— WHAT YOU HAVE TO DO —
Write the lines out again, from the top of the material to the line containing "0 #d8cfc9) drop-shadow(-2px", pictures excluded.

BEGIN MATERIALS PROVIDED

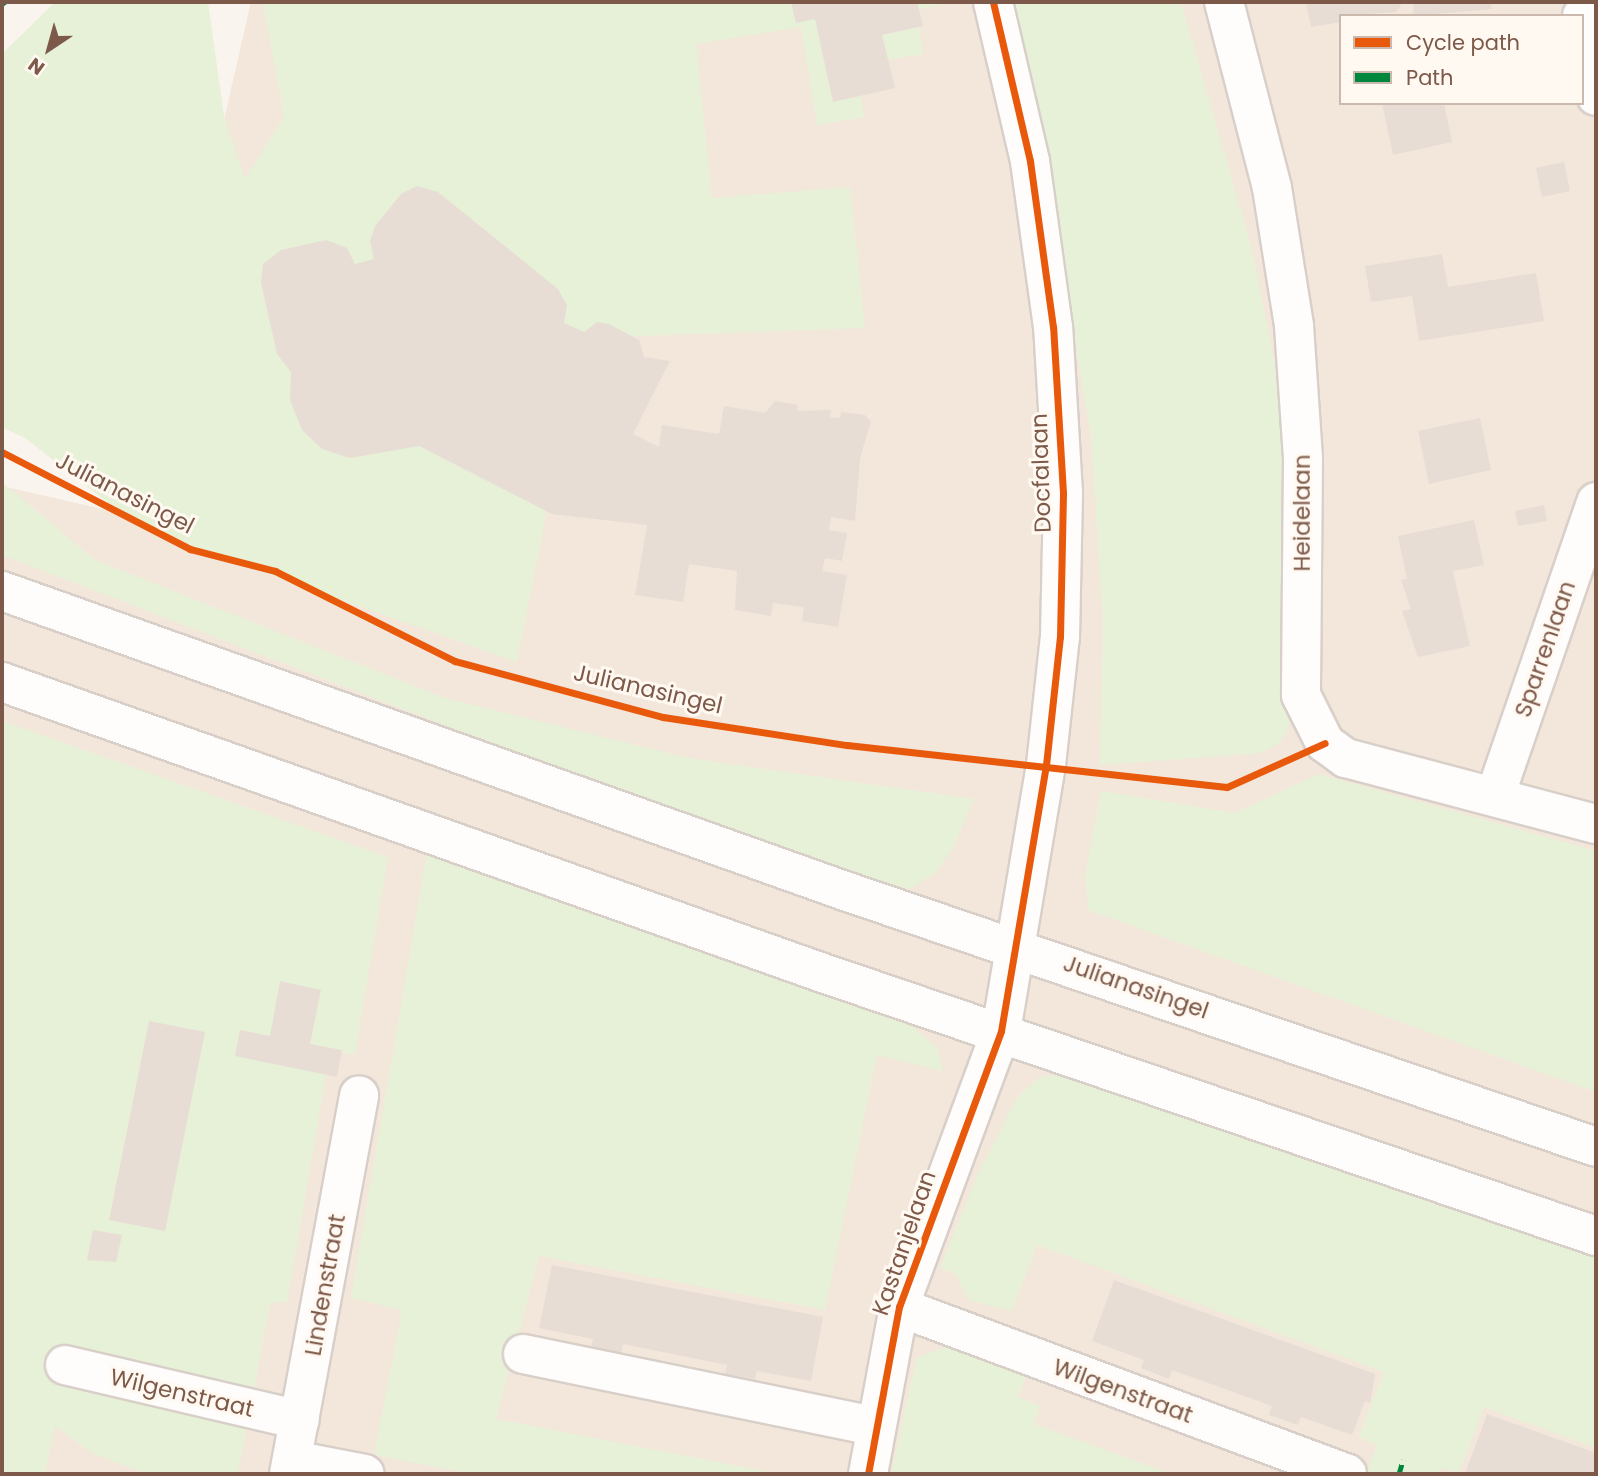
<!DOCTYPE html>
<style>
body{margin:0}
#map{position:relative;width:1598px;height:1476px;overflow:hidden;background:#faf4ee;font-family:Poppins,sans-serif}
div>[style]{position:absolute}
.residential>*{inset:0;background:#f3e7db}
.green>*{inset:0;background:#e7f1d7}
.building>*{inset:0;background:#e7ddd5}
.roads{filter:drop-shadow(2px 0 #d8cfc9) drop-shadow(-2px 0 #d8cfc9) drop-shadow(0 2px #d8cfc9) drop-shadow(0 -2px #d8cfc9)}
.street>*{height:38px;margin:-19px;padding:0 19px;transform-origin:19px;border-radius:19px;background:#fefdfc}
.secondary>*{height:38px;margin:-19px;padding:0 19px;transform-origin:19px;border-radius:19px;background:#fefdfc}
.quiet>*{height:5px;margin-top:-2.5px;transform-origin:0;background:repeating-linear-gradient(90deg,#00873e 0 10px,transparent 0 15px)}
.cycleway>*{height:7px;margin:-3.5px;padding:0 3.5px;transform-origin:3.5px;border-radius:3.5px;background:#e8590c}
span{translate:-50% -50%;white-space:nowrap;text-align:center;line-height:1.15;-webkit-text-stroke:6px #fff9f2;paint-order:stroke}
.street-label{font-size:23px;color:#7d5949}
.frame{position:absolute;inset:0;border:4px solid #7d5949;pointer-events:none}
.legend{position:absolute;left:1339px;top:14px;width:245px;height:91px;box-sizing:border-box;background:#fff9f2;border:2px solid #cbb9ae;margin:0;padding:9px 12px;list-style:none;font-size:21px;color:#7d5949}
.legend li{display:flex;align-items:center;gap:14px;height:35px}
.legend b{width:35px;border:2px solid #cbb9ae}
.north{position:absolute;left:14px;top:14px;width:70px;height:70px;-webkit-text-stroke:5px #fff9f2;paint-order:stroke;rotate:216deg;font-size:19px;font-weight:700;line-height:28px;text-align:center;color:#7d5949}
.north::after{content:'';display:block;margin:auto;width:24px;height:32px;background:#7d5949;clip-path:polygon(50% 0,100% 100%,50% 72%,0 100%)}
</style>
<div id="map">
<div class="residential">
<i style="clip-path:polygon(evenodd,251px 2px,1596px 2px,1596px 1474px,2px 1474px,2px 486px,133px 516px,251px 2px,1341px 16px,1582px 16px,1582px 103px,1341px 103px,1341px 16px)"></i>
</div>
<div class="green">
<i style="clip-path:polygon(55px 2px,208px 2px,224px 116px,245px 179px,284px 117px,263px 2px,947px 4px,916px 9px,923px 54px,856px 65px,864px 117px,817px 125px,801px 27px,696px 44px,712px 198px,850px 187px,865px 328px,581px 338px,517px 662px,209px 553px,121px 513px,25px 438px,2px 427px,2px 54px)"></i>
<i style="clip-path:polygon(1008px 2px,1181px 2px,1251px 246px,1286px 420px,1293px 570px,1289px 726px,1280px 743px,1261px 753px,1100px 765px,1103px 622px,1091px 435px,1046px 172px)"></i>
<i style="clip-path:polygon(2px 482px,95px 560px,445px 698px,689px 758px,974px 799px,953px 848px,935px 873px,913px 887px,889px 894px,842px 878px,2px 555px)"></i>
<i style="clip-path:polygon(2px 721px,388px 857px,355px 1054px,330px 1052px,287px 1302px,270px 1303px,238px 1474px,147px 1474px,92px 1453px,55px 1426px,45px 1474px,2px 1474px)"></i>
<i style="clip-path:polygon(1319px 774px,1596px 851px,1596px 1092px,1088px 910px,1085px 875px,1101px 791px,1235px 813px)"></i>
<i style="clip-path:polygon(428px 847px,895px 1012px,937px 1048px,943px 1071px,877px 1055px,825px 1310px,539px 1256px,496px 1419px,779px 1474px,473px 1474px,374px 1455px,402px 1310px,351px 1298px)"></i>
<i style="clip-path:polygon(1070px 1074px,1596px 1257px,1596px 1448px,1484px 1407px,1459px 1473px,1442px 1468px,1439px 1474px,1366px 1474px,1377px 1445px,1359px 1437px,1384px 1372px,1037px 1245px,1012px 1311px,968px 1300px,956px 1274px,940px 1268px,978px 1174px,1017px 1097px,1040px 1077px)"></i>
<i style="clip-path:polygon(952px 1344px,1027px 1373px,1018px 1397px,1040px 1406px,1034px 1424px,1171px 1474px,891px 1474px,917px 1358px)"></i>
</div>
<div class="building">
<i style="clip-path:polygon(791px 2px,917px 2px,923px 26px,882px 35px,895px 88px,833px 102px,815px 19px,796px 23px)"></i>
<i style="clip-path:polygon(1306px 2px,1400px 2px,1401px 5px,1396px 12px,1341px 16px,1341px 22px,1311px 27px)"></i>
<i style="clip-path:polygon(1414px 2px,1490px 2px,1492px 9px,1413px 16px)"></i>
<i style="clip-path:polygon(1382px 103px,1444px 103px,1452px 142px,1393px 155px)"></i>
<i style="clip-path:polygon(1564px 162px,1570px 191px,1542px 197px,1536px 168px)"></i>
<i style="clip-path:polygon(417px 186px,438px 192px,558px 289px,567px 305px,564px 323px,584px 332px,597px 322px,609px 324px,639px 340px,644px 357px,670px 361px,633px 434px,659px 447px,662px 425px,719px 434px,724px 406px,765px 413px,775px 401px,798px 405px,797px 411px,831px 410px,830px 417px,840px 418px,841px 412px,865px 415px,871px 422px,860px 458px,855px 521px,831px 517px,829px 530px,847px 533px,842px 561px,825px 558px,822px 571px,847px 575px,838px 627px,802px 621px,804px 607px,773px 603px,771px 616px,735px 610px,737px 571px,689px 564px,683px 602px,635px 595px,647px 525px,552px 514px,419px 446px,350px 458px,322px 449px,302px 430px,290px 400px,291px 372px,277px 354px,261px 283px,263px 264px,281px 250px,326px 240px,347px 248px,355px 264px,374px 259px,370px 241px,375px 226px,401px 194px)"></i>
<i style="clip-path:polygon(1442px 254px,1448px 287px,1536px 273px,1544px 321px,1419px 341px,1412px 296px,1371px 302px,1365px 266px)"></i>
<i style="clip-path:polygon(1480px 418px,1491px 470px,1429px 484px,1418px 431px)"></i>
<i style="clip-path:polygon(1544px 505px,1547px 521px,1518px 526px,1515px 511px)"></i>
<i style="clip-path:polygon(1474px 520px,1484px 565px,1453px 571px,1470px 646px,1418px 657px,1402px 611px,1411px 609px,1401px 580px,1407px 579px,1398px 536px)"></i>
<i style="clip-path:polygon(280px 981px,321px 990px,310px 1044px,342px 1050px,337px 1077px,235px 1056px,240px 1030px,270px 1036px)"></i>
<i style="clip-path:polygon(149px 1021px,205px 1032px,165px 1231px,109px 1220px)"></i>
<i style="clip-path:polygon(93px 1230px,122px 1235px,116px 1262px,87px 1260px)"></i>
<i style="clip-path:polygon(552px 1265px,823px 1317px,811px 1381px,757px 1371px,755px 1379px,725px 1374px,727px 1365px,623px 1344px,621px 1354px,591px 1347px,593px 1339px,539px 1328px)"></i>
<i style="clip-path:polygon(1114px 1280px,1375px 1374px,1370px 1403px,1365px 1401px,1352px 1435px,1301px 1417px,1298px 1425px,1269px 1415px,1272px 1406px,1172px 1370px,1169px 1379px,1141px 1368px,1144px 1360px,1092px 1341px)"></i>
<i style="clip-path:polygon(1487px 1414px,1596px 1453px,1596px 1474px,1465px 1474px)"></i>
</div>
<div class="roads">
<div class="street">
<i style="left:1224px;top:2px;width:192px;rotate:75.5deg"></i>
<i style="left:1272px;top:188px;width:140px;rotate:80.9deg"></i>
<i style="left:1294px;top:326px;width:133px;rotate:86.1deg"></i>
<i style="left:1303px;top:459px;width:236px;rotate:90.5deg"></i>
<i style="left:1301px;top:695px;width:54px;rotate:63.4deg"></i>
<i style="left:1325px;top:743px;width:26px;rotate:36deg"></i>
<i style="left:1346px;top:758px;width:259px;rotate:14.8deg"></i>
<i style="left:1582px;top:16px;width:81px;rotate:80.1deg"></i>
<i style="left:1495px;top:796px;width:311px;rotate:-71deg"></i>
<i style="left:899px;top:1307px;width:478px;rotate:20.4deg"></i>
<i style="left:523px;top:1354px;width:357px;rotate:11.6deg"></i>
<i style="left:65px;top:1365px;width:241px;rotate:13.2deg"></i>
<i style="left:292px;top:1460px;width:74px;rotate:10.9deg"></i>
<i style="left:289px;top:1474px;width:385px;rotate:-79.5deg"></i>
<i style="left:868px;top:1474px;width:170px;rotate:-79.5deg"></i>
<i style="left:899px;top:1307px;width:294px;rotate:-69.7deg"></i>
<i style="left:1001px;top:1031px;width:270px;rotate:-80.4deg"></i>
<i style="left:1046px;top:765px;width:129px;rotate:-83.8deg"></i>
<i style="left:1060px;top:637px;width:144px;rotate:-88.8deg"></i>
<i style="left:1063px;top:493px;width:166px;rotate:-93.4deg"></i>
<i style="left:1053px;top:327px;width:168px;rotate:-97.9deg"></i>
<i style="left:1030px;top:161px;width:163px;rotate:-103.1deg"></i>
</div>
<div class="secondary">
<i style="left:2px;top:591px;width:898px;rotate:19.59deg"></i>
<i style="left:848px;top:892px;width:790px;rotate:18.82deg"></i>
<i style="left:2px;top:682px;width:868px;rotate:19.52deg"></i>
<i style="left:820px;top:972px;width:820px;rotate:18.79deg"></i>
</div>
</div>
<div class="quiet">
<i style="left:2px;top:4px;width:4px;rotate:-34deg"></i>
<i style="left:1399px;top:1474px;width:15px;rotate:-74deg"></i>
</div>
<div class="cycleway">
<i style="left:2px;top:452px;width:212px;rotate:27.3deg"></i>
<i style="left:190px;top:549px;width:88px;rotate:14.5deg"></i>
<i style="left:275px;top:571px;width:201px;rotate:26.6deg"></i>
<i style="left:455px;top:661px;width:215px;rotate:15.1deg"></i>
<i style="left:663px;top:717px;width:186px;rotate:8.7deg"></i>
<i style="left:847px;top:745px;width:382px;rotate:6.3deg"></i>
<i style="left:1227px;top:787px;width:107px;rotate:-24.2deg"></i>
<i style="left:868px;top:1474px;width:170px;rotate:-79.5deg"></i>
<i style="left:899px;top:1307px;width:294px;rotate:-69.7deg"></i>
<i style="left:1001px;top:1031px;width:270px;rotate:-80.4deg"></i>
<i style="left:1046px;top:765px;width:129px;rotate:-83.8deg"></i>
<i style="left:1060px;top:637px;width:144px;rotate:-88.8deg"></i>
<i style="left:1063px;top:493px;width:166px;rotate:-93.4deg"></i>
<i style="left:1053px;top:327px;width:168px;rotate:-97.9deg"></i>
<i style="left:1030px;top:161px;width:163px;rotate:-103.1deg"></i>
</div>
<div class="street-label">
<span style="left:1041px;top:473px;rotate:-92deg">Docfalaan</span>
<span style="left:125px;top:493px;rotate:27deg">Julianasingel</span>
<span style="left:1302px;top:513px;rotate:-90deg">Heidelaan</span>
<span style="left:1545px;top:649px;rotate:-71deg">Sparrenlaan</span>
<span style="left:648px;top:689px;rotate:13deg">Julianasingel</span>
<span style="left:1136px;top:987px;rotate:19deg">Julianasingel</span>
<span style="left:904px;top:1243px;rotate:-71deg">Kastanjelaan</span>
<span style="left:325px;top:1285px;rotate:-80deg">Lindenstraat</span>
<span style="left:1123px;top:1391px;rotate:20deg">Wilgenstraat</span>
<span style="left:182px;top:1393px;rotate:13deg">Wilgenstraat</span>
</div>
<div class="frame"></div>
<ul class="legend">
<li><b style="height:9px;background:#e8590c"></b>Cycle path</li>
<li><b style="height:9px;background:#00873e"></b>Path</li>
</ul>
<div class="north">N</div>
</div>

END MATERIALS PROVIDED

— SOLVED EXERCISE —
<!DOCTYPE html>
<style>
body{margin:0}
#map{position:relative;width:1598px;height:1476px;overflow:hidden;background:#faf4ee;font-family:Poppins,sans-serif}
div>[style]{position:absolute}
.residential>*{inset:0;background:#f3e7db}
.green>*{inset:0;background:#e7f1d7}
.building>*{inset:0;background:#e7ddd5}
.roads{filter:drop-shadow(2px 0 #d8cfc9) drop-shadow(-2px 0 #d8cfc9) drop-shadow(0 2px #d8cfc9) drop-shadow(0 -2px #d8cfc9)}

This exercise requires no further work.